**The problem**
Lines in the data below that contain the word "Свердлова" are to be copied.

*** Provided entries ***

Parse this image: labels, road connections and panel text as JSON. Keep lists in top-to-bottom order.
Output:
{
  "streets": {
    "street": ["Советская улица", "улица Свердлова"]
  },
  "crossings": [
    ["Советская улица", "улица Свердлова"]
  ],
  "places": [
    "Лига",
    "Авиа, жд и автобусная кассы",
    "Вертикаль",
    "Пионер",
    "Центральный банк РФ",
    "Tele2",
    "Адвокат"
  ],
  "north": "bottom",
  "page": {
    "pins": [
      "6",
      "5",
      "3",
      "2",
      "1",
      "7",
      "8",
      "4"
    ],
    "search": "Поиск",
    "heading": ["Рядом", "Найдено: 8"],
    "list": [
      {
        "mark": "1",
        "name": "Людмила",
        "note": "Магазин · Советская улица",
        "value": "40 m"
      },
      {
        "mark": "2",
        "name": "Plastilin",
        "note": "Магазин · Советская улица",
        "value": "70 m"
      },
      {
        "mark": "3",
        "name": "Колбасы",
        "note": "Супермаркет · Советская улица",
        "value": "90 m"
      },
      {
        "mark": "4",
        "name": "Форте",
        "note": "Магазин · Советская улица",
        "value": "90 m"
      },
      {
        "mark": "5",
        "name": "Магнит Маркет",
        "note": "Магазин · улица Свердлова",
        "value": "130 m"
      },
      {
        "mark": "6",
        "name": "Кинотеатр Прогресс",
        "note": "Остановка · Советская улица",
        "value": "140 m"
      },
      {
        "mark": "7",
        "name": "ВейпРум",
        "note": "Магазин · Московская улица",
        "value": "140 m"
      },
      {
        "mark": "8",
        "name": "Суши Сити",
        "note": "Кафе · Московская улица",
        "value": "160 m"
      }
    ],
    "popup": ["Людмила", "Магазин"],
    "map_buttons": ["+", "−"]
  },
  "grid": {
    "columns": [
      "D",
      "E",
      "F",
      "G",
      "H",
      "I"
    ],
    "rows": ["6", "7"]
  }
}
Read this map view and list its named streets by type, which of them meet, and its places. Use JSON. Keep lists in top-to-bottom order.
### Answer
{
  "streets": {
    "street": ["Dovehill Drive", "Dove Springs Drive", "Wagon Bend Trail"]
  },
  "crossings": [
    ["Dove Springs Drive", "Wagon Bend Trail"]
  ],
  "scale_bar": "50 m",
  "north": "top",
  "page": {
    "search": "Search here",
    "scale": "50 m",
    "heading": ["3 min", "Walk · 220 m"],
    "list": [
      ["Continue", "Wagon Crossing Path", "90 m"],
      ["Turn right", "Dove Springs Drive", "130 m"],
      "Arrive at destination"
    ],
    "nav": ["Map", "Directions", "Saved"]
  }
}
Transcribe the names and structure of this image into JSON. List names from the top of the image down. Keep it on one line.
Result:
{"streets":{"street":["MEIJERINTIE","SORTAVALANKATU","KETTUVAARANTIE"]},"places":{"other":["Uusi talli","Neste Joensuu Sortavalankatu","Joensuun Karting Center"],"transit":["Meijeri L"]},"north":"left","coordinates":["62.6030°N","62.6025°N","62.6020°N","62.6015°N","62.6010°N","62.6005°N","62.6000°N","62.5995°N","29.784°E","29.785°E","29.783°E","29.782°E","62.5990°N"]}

***

**Solution to this task**
    "street": ["Советская улица", "улица Свердлова"]
    ["Советская улица", "улица Свердлова"]
        "note": "Магазин · улица Свердлова",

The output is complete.